Sin embargo, seguro que Fiona también se había marchado llorando. La madre de Michael nunca había querido vivir en las montañas. Pero al menos para ella había habido una salida; en cambio, para Grainné no había esperanza alguna.
—A lo mejor encuentras un empleo en la ciudad —la consolaba la madre de Kathleen—. Las chicas pronto serán mayores para trabajar…
Las mujeres del pueblo se iban acercando quejumbrosas a la condenada y le daban a escondidas pequeños obsequios. La señora O’Donnell le entregó, muy a su pesar, el último saquito de trigo de la reserva de regalos de Trevallion.

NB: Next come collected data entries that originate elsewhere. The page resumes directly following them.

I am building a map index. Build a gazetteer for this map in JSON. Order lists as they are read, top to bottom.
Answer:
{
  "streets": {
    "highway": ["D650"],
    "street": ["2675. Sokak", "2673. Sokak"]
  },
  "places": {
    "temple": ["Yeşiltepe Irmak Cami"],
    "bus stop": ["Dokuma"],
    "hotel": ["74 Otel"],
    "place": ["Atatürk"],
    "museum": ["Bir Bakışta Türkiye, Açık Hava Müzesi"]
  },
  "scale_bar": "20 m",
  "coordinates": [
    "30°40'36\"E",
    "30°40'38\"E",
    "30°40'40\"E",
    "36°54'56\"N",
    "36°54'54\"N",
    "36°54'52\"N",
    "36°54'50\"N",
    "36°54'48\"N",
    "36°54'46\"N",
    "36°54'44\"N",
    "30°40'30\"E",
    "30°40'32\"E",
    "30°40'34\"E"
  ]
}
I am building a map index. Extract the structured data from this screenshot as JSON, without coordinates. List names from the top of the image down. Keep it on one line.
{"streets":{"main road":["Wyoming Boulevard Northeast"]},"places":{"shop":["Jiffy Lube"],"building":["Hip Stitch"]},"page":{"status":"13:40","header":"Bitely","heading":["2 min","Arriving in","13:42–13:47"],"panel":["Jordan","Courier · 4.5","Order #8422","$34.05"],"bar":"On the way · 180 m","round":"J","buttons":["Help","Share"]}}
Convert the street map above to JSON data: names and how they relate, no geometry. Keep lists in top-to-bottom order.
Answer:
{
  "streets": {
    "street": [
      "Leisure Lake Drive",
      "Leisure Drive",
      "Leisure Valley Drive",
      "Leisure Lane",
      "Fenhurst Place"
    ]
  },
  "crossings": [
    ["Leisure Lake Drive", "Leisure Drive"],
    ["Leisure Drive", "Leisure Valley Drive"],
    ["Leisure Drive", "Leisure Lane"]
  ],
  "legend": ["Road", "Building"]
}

Grainné asintió agradecida. Luego emprendió con sus hijos el camino hacia lo desconocido.
Kathleen soportó sin quejarse los reproches de su madre y el bofetón de su padre. No contó dónde había estado, pero los padres lo intuían.
—¡Y a estas alturas, Trevallion ya sabe lo que ocurre! —exclamó enfadada la madre—. ¡Con el buen partido que habría sido! Pero no, ¡tenías que irte con un bribón, un ladrón y un destilador clandestino! ¡Tendrá que pasar mucho tiempo antes de que se eche tierra sobre este asunto! Esperemos que al menos todavía seas virgen…
Kathleen no hizo comentarios. Su madre no tardaría en reparar en que las cosas se habían torcido del todo.